# Directions
Locate the string "roads" throughout the material and copy every line in which it occurs.

# Records for this exercise
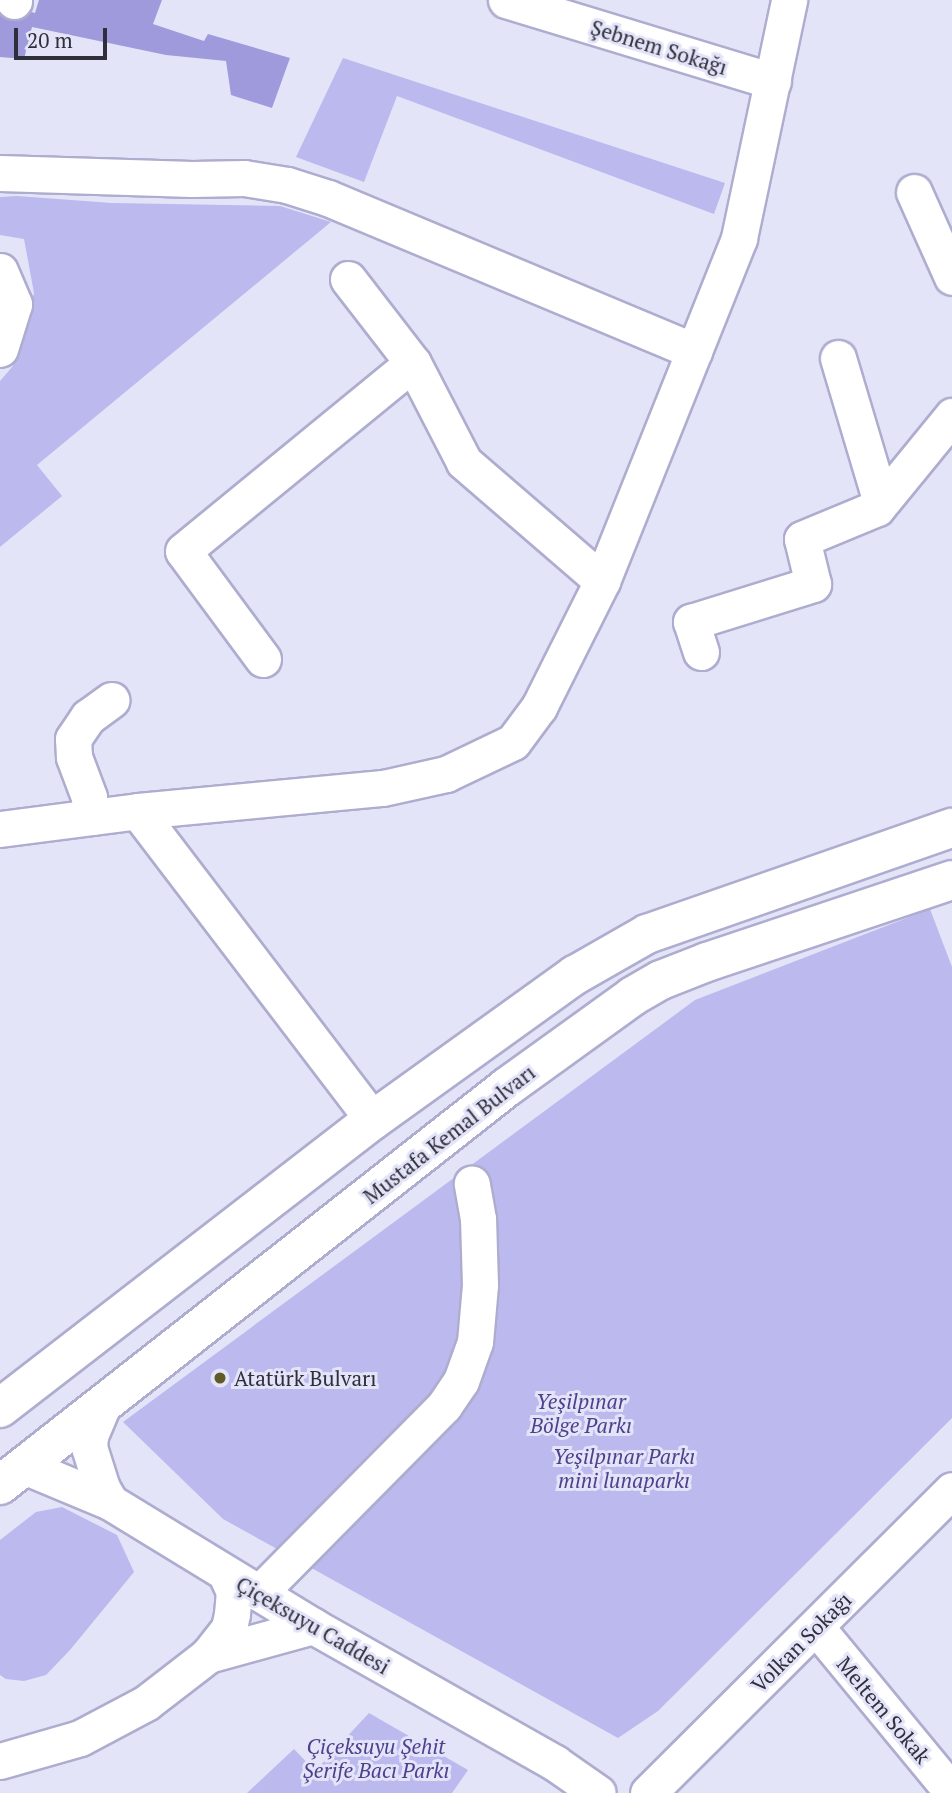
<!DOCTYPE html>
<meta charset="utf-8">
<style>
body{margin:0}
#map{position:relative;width:952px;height:1793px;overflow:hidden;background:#e4e4f9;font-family:"PT Serif",serif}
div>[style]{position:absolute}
.green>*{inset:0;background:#bbb9ee}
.forest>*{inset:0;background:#9f9adb}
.roads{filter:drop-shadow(2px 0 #aeadcf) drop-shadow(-2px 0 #aeadcf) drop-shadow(0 2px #aeadcf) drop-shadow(0 -2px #aeadcf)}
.minor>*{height:35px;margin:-17.5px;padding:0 17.5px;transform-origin:17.5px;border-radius:17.5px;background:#fff}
.major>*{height:38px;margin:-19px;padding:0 19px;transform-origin:19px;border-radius:19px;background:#fff}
.dots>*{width:19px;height:19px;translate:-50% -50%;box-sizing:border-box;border:4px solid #e4e4f9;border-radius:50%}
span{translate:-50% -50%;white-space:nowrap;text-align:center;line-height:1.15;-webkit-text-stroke:6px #e4e4f9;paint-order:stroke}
.street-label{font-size:21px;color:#2f2e3b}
.poi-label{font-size:21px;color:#2f2e3b}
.left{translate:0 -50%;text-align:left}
.park-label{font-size:21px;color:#4d418e;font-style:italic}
.scale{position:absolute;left:14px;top:28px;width:93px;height:32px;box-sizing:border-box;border:4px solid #2f2e3b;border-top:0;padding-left:9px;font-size:21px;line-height:24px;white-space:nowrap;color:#2f2e3b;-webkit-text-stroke:5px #e4e4f9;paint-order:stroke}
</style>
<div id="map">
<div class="green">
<div style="clip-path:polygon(343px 58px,725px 183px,714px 214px,397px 96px,364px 182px,296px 157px)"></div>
<div style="clip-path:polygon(17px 196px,112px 203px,280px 206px,331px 222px,37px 465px,62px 496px,0 547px,0 381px,13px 366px,34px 293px,24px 239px,0 235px,0 197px)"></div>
<div style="clip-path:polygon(930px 909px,952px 967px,952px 1418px,658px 1711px,618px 1738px,223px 1519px,123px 1422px,695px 1000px)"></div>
<div style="clip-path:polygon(62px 1507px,117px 1535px,134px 1572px,70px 1650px,46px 1675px,24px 1681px,6px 1679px,0 1675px,0 1540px,36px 1512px)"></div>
<div style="clip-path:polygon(369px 1713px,468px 1770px,452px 1793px,247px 1793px,294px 1749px,315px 1771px)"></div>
</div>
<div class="forest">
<div style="clip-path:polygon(39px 0,162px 0,153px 24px,204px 41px,208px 34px,290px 58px,272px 108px,231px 95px,226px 61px,166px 55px,32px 27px,24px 59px,0 57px,0 4px,35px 13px)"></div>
</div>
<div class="roads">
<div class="minor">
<div style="left:506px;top:0;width:279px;rotate:16.9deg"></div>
<div style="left:14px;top:1px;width:1px;rotate:-90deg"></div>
<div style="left:0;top:173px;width:192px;rotate:1.8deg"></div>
<div style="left:192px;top:179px;width:52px;rotate:-1.1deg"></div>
<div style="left:244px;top:178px;width:44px;rotate:9.2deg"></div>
<div style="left:287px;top:185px;width:43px;rotate:17.6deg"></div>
<div style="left:328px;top:198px;width:397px;rotate:22.7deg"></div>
<div style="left:914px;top:192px;width:93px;rotate:65.9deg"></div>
<div style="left:0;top:271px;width:36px;rotate:67deg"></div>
<div style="left:14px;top:304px;width:47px;rotate:107.3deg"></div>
<div style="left:348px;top:279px;width:106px;rotate:52.3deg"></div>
<div style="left:838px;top:358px;width:150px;rotate:73.4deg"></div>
<div style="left:701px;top:652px;width:32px;rotate:-108deg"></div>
<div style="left:691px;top:622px;width:128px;rotate:-17.3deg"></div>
<div style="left:813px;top:584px;width:46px;rotate:-103.7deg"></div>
<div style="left:802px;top:539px;width:81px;rotate:-22.5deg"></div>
<div style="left:877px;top:508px;width:119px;rotate:-50.8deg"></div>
<div style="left:263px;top:659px;width:134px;rotate:-126.5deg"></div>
<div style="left:183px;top:551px;width:297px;rotate:-39.3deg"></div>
<div style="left:413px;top:363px;width:111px;rotate:62.7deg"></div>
<div style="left:464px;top:462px;width:182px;rotate:40.8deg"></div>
<div style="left:92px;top:817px;width:20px;rotate:-99deg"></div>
<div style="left:89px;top:797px;width:43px;rotate:-110.6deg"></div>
<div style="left:74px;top:757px;width:18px;rotate:-93deg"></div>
<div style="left:73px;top:739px;width:27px;rotate:-56deg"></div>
<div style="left:88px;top:717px;width:29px;rotate:-36deg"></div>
<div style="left:0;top:829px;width:139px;rotate:-7.4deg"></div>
<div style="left:373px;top:1120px;width:388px;rotate:-127.3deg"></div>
<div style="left:138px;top:811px;width:246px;rotate:-5.4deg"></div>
<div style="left:383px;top:788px;width:65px;rotate:-12.5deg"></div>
<div style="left:446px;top:774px;width:74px;rotate:-25.5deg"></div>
<div style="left:513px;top:742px;width:44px;rotate:-53.4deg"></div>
<div style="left:539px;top:707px;width:141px;rotate:-63.4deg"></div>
<div style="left:602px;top:581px;width:369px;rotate:-68.2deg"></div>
<div style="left:739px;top:238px;width:243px;rotate:-78.1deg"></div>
<div style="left:103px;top:1405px;width:34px;rotate:113deg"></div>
<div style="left:90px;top:1436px;width:11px;rotate:95deg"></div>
<div style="left:89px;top:1447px;width:43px;rotate:72.4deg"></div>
<div style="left:102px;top:1488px;width:16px;rotate:60deg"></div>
<div style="left:24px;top:1466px;width:93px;rotate:22.7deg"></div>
<div style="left:110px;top:1502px;width:238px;rotate:31.4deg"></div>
<div style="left:313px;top:1626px;width:278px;rotate:29.5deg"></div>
<div style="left:555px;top:1763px;width:52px;rotate:34.9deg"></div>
<div style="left:259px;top:1593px;width:263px;rotate:-45.3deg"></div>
<div style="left:444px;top:1406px;width:30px;rotate:-56deg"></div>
<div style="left:461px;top:1381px;width:41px;rotate:-70.3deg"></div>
<div style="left:475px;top:1342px;width:57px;rotate:-85deg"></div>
<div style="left:480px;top:1285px;width:66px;rotate:-91.7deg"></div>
<div style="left:478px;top:1219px;width:36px;rotate:-100deg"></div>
<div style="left:816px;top:1627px;width:214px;rotate:50.5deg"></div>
<div style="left:208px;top:1655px;width:109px;rotate:-15.4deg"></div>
<div style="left:0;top:1761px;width:83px;rotate:-16deg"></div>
<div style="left:80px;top:1738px;width:75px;rotate:-27.9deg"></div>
<div style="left:146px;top:1703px;width:78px;rotate:-37.7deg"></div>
<div style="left:208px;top:1655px;width:34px;rotate:-52deg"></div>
<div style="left:229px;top:1628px;width:14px;rotate:-78deg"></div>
<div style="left:232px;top:1614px;width:22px;rotate:-85deg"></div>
<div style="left:234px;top:1592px;width:20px;rotate:-114deg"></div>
<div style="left:648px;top:1793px;width:429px;rotate:-44.9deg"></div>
</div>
<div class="major">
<div style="left:0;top:1408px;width:471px;rotate:-37.7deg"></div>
<div style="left:373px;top:1120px;width:249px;rotate:-35.7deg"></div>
<div style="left:575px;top:975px;width:83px;rotate:-29.7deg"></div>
<div style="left:647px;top:934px;width:323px;rotate:-19.2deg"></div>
<div style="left:0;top:1485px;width:645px;rotate:-38.13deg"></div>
<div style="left:507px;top:1087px;width:155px;rotate:-35.8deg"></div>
<div style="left:633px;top:996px;width:32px;rotate:-30deg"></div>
<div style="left:661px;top:980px;width:49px;rotate:-21.4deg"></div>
<div style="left:707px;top:962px;width:258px;rotate:-18.5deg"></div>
</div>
</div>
<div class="dots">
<div style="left:220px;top:1378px;background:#5f5a27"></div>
</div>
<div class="street-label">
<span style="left:659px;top:47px;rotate:17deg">Şebnem Sokağı</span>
<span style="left:449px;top:1134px;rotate:-38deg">Mustafa Kemal Bulvarı</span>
<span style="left:313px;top:1625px;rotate:30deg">Çiçeksuyu Caddesi</span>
<span style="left:801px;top:1642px;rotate:-45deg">Volkan Sokağı</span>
<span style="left:884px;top:1710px;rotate:50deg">Meltem Sokak</span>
</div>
<div class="poi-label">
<span class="left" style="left:234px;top:1378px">Atatürk Bulvarı</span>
</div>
<div class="park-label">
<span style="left:581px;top:1413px">Yeşilpınar<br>Bölge Parkı</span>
<span style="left:624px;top:1468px">Yeşilpınar Parkı<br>mini lunaparkı</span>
<span style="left:376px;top:1758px">Çiçeksuyu Şehit<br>Şerife Bacı Parkı</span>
</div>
<div class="scale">20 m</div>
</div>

# Solution
.roads{filter:drop-shadow(2px 0 #aeadcf) drop-shadow(-2px 0 #aeadcf) drop-shadow(0 2px #aeadcf) drop-shadow(0 -2px #aeadcf)}
<div class="roads">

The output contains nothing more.